И если на гражданке такая охота без лицензий, в запрещённые сроки и с прочими нарушениями правил и законов считалась чистой воды браконьерством, а порой уголовно-наказуемым (как например когда-то убийство лося) деянием, то подобные действия на заповедных землях, мягко говоря — злостное браконьерство, ибо ведётся этот разбой в Святая Святых Природы.
И моя, может быть и максималистская, но по жизни непреклонная убеждённость в этом вызывала и вызывает во всём моём нутре «святой и праведный» протест.
И протест этот не раз выговаривался браконьерствующим офицерам и прапорщикам, которые и до сих пор вспоминают мне об этом при наших очень редких, но дружеских встречах.
Будучи до срочной службы студентом-природоохранником, то бишь членом студенческой Дружины по охране природы (было такое молодёжное Движение по всей стране), постоянно ходивши по Подмосковью в опасные рейды по борьбе с браконьерством, я и здесь, на границе, на пограничной территории Костомукшского заповедника не смог отлучить себя от природоохранного дела. Уговорил замполита вместо политинформационных занятий периодически проводить природоохранные беседы (в роде лекций).
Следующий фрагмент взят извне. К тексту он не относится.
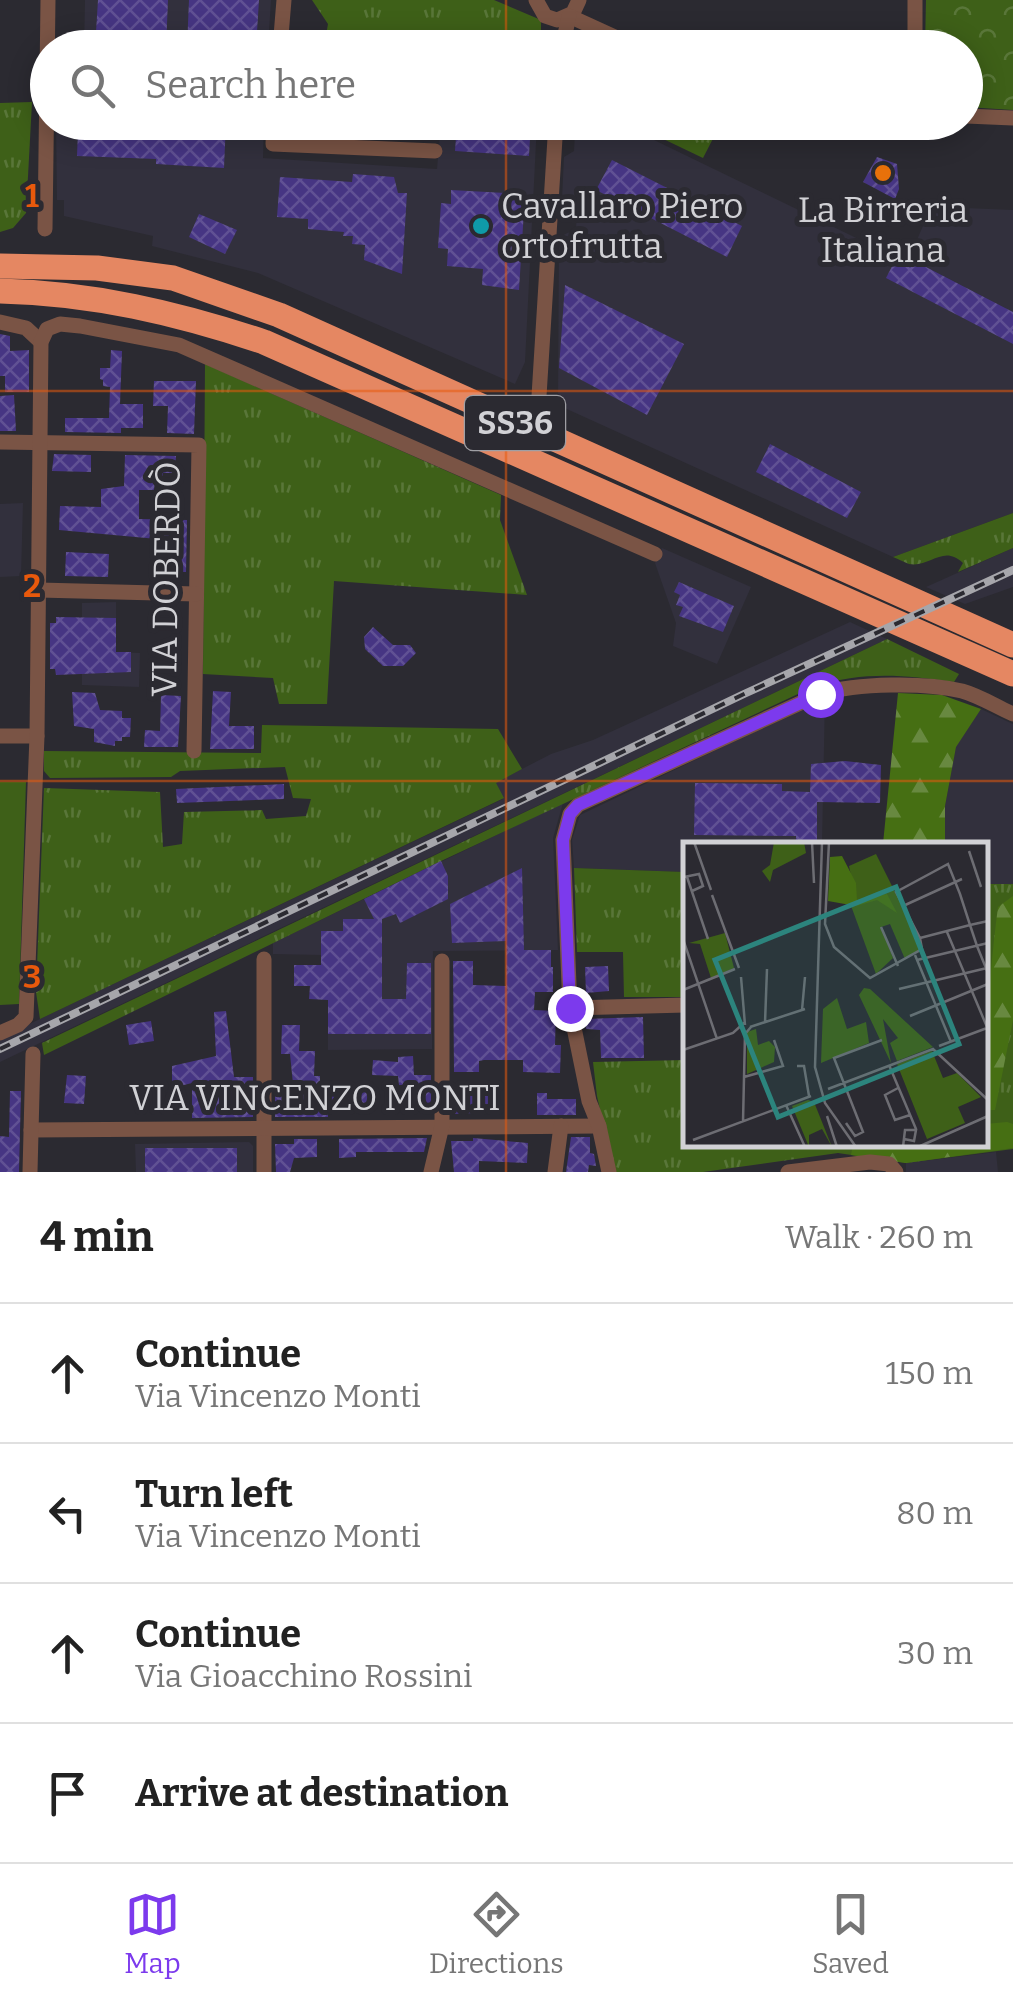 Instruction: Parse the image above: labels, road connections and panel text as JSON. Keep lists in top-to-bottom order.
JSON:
{
  "streets": {
    "highway": ["SS36"],
    "street": ["VIA DOBERDÒ", "VIA VINCENZO MONTI"]
  },
  "places": ["La Birreria Italiana", "Cavallaro Piero ortofrutta"],
  "page": {
    "search": "Search here",
    "heading": ["4 min", "Walk · 260 m"],
    "list": [
      ["Continue", "Via Vincenzo Monti", "150 m"],
      ["Turn left", "Via Vincenzo Monti", "80 m"],
      ["Continue", "Via Gioacchino Rossini", "30 m"],
      "Arrive at destination"
    ],
    "nav": ["Map", "Directions", "Saved"]
  },
  "grid": {
    "rows": ["1", "2", "3"]
  }
} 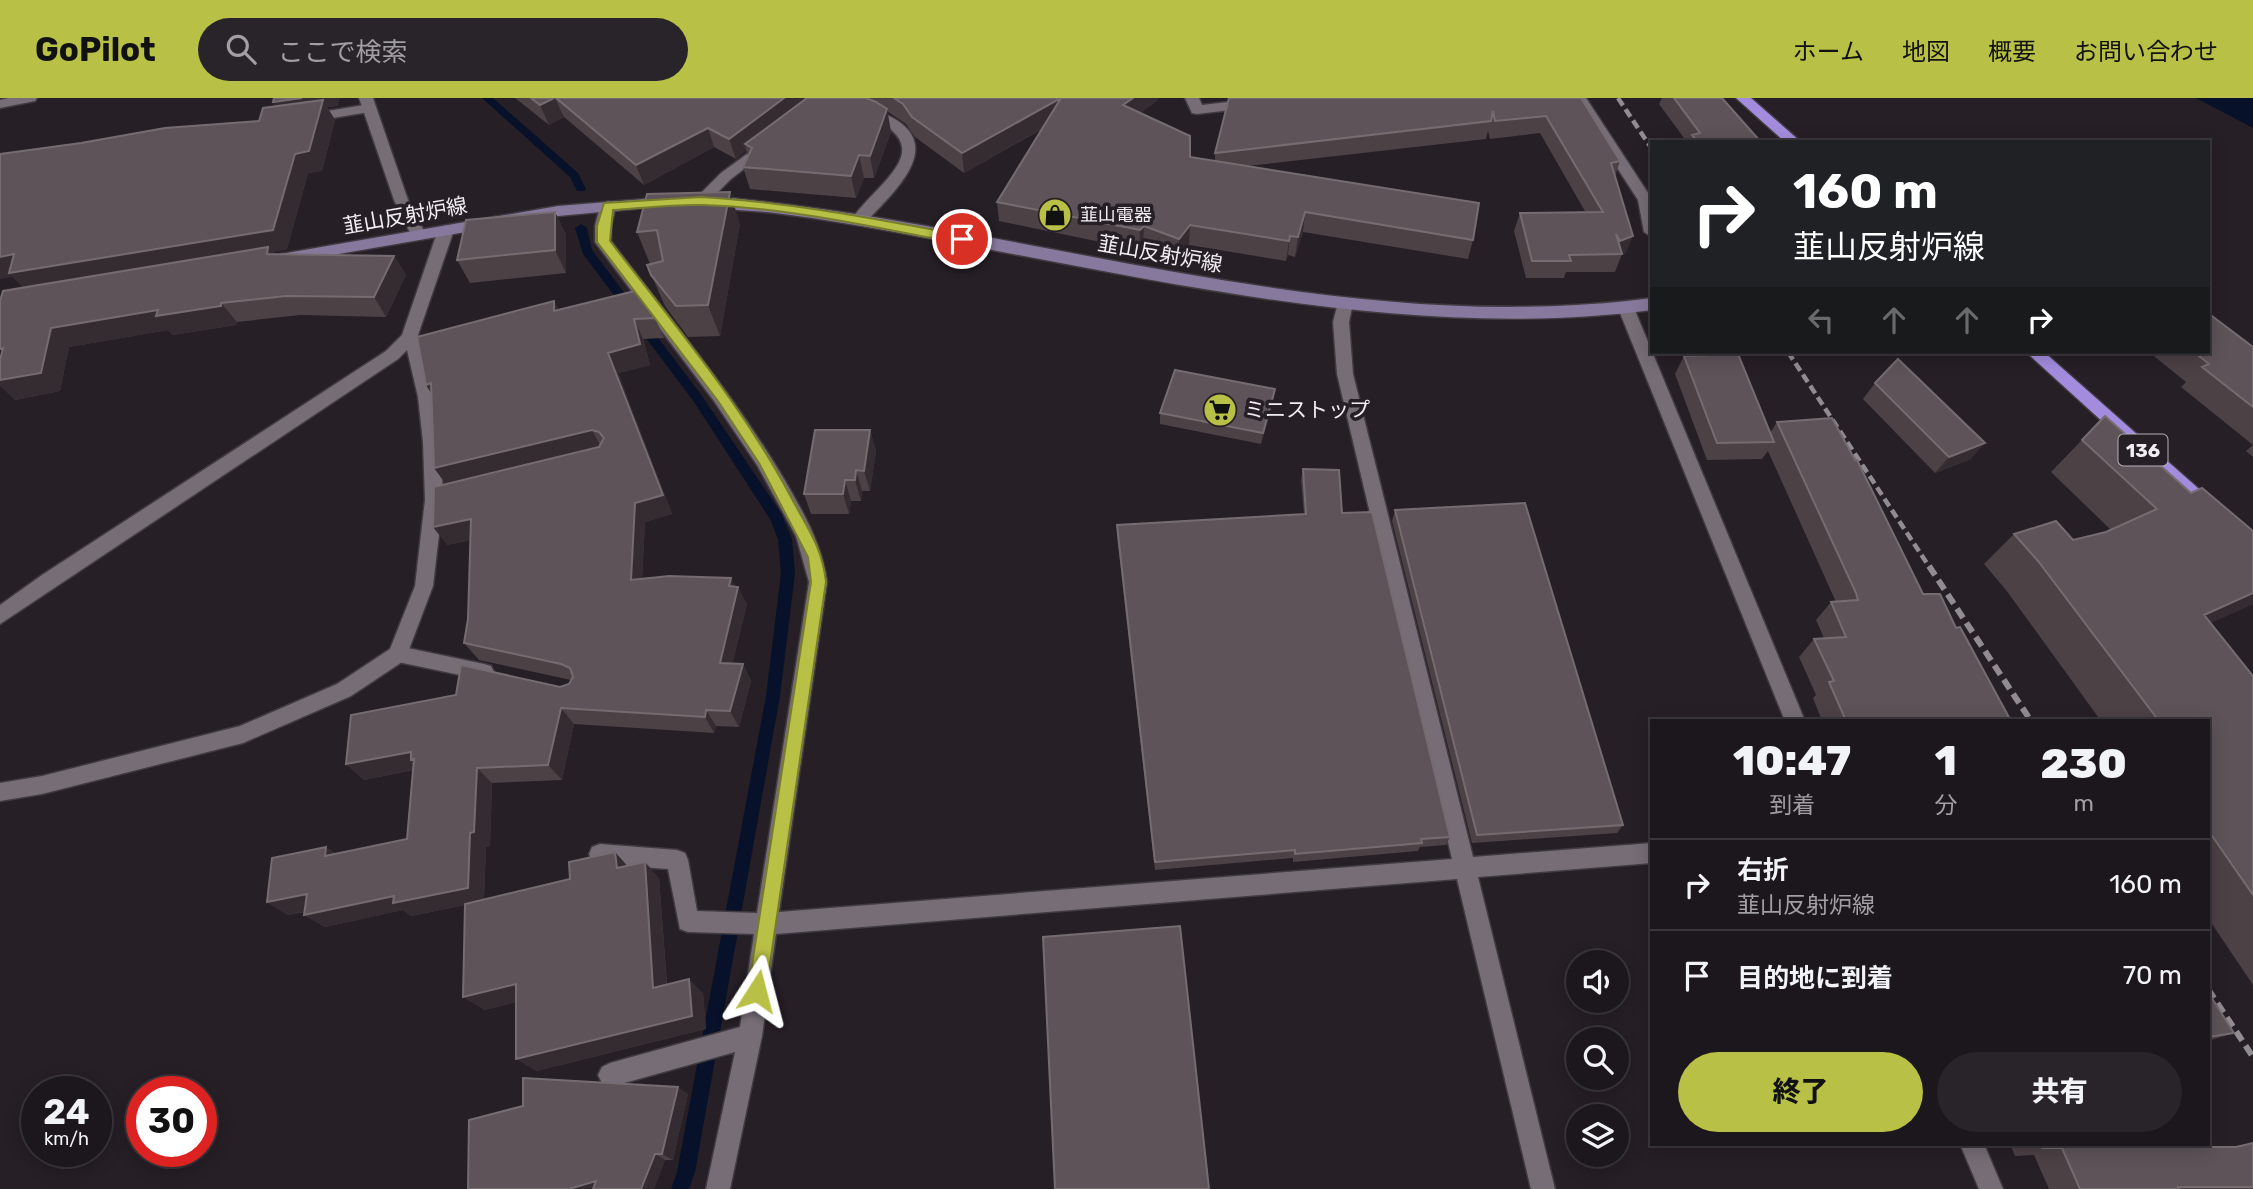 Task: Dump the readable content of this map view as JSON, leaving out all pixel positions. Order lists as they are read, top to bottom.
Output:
{
  "streets": {
    "highway": ["136"],
    "main road": ["韮山反射炉線"]
  },
  "places": {
    "shop": ["韮山電器"],
    "supermarket": ["ミニストップ"]
  },
  "page": {
    "header": "GoPilot",
    "search": "ここで検索",
    "nav": [
      "ホーム",
      "地図",
      "概要",
      "お問い合わせ"
    ],
    "turn": ["160 m", "韮山反射炉線"],
    "eta": [
      "10:47",
      "到着",
      "1",
      "分",
      "230",
      "m"
    ],
    "list": [
      {
        "name": "右折",
        "note": "韮山反射炉線",
        "value": "160 m"
      },
      {
        "name": "目的地に到着",
        "value": "70 m"
      }
    ],
    "buttons": ["終了", "共有"],
    "speed": "24 km/h",
    "limit": "30"
  }
} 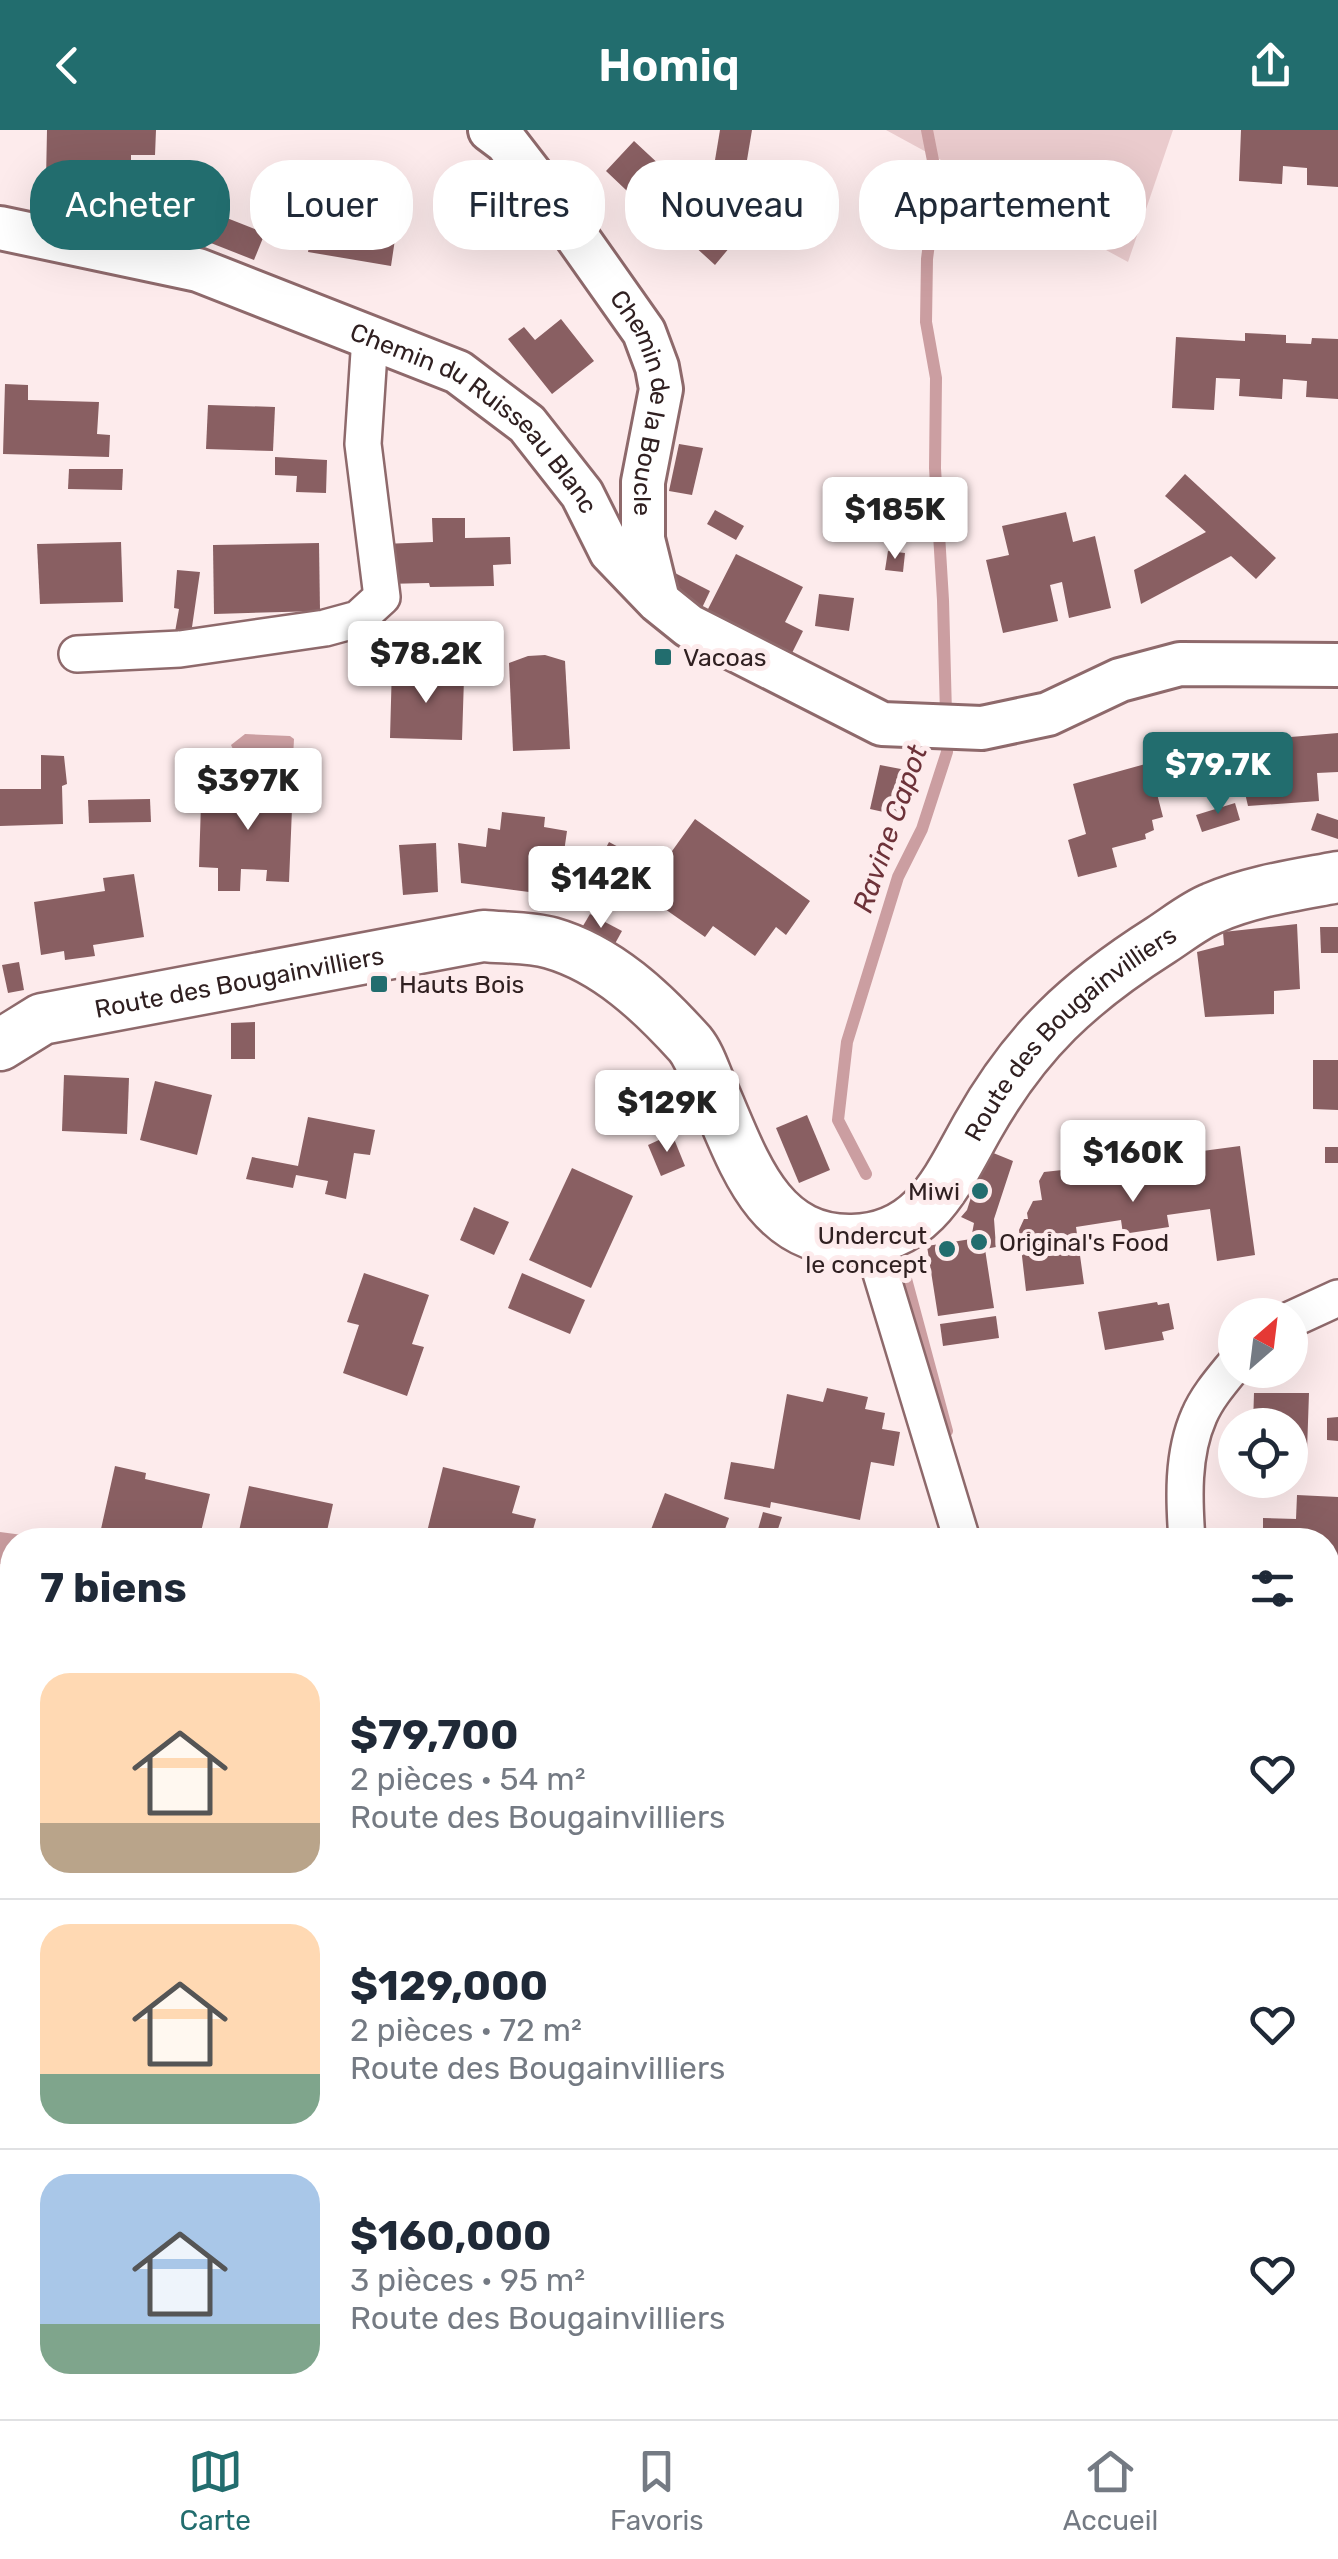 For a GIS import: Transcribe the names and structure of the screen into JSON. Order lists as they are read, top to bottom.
{
  "streets": {
    "main road": ["Route des Bougainvilliers"],
    "street": ["Chemin de la Boucle", "Chemin du Ruisseau Blanc"]
  },
  "crossings": [
    ["Chemin de la Boucle", "Chemin du Ruisseau Blanc"]
  ],
  "water": ["Ravine Capot"],
  "places": {
    "transit": ["Vacoas", "Hauts Bois"],
    "other": ["Miwi", "Original's Food", "Undercut le concept"]
  },
  "north": "top right",
  "page": {
    "header": "Homiq",
    "chip": [
      "Acheter",
      "Louer",
      "Filtres",
      "Nouveau",
      "Appartement"
    ],
    "price": [
      "$185K",
      "$78.2K",
      "$79.7K",
      "$397K",
      "$142K",
      "$129K",
      "$160K"
    ],
    "heading": "7 biens",
    "list": [
      {
        "name": "$79,700",
        "note": "2 pièces · 54 m² · Route des Bougainvilliers"
      },
      {
        "name": "$129,000",
        "note": "2 pièces · 72 m² · Route des Bougainvilliers"
      },
      {
        "name": "$160,000",
        "note": "3 pièces · 95 m² · Route des Bougainvilliers"
      }
    ],
    "tabs": ["Carte", "Favoris", "Accueil"]
  }
}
Тогда экология из «закрытой темы» начинала входить в «демократическую моду» и замполит, кажется, был доволен этой забавой.
Увлёкся природой и наш штатный и очень классный фотограф Серёжка Грачёв. Бывало, мы, иной раз, срывались с ним в таёжную округу «Лютти» на своеобразные «фотосессии» карельской природы. Некоторые его снимки мне казались «шедевральными».
Но и свой собственный глаз, не хуже фотоаппарата запечатлевал и отправлял в лабиринты мозга какие-то особенные кадры и сюжеты из пограничной жизни посреди таёжного заповедного мира. До сих пор непропечатанными на бумаге снимками и нецеллулоидными негативами они всплывают у меня перед очами памяти...
Это ностальгическое всплытие рождает порой стихотворные строчки.
Вот, к примеру, один из этих «стихофотокадров»:

Белой простынёй олений мох
Растелился по земле в бору сосновом
На истлевшем пне лосиный рог
Возлежит изящно и сурово

Вот другой:

Вот распустился вереск скромно
Пушица во всю гать цветёт
Среди камней багульник томный,
Брусничник розово ползёт...
Чу! - присмотрелся в даль лесную:
Не куст, не дерево — рога!
Олень седой... Спугнуть рискуя
Не движется моя нога …

Ну и ещё для примера один «кадр»:

Среди вереска и шикши-водяники
Шапкой на пеньках, камнях и кочках
Нахлобучилсь кусты брусники
И мерцают ягодные точки.

Все эти кадры памяти выльются со временем в цикл стихотворений о Карельском Севере.
Ну и конечно же сам формат пограничной службы, ея романтика, делали ежедневные прививки северным микробом.
Классикой жанра здесь было стояние часовым на вышке. Особливо в период белых ночей да в предзакатные или предрассветные минуты, что так любимы кинооператорами и фотографами, которые называют их «режимом, режимным временем». О! - это надо только видеть, видеть и чувствовать. Описать это словами невозможно.
Даже сопровождение поезда с железным окатышем в Финляндию на облучке крайнего товарного вагона вносило в мозг романтические таёжные картинки мерцающих перед глазами ландшафтов.
А энергетика древней Аканлахти! — Бабьей Губы Каменного озера, неподалеку от которой было стрельбище и стояла соседняя для нас вторая погранзастава «Отборный». Когда-то здесь обиталась старинная рунопевческая деревушка с тем же названьем Аканлахти. Советское время безжалостно стёрло это исконно карельское селенье с лица земли...
А сборы грибов и ягод... Вкус горячих ватрушек с брусникой, что по зиме уплетались погранцами за обе щёки!..Сладость с лёгкой кислецой подснежной клюквы. Мёдом тающая во рту морошка... Вальс лебединой пары на водной глади Тёмного озера... Гогот гусей на пролёте, весенний токот глухарей, зимнее рыданье росомах в ночи и разрывающее по осени душу журавлиное «курлы!»...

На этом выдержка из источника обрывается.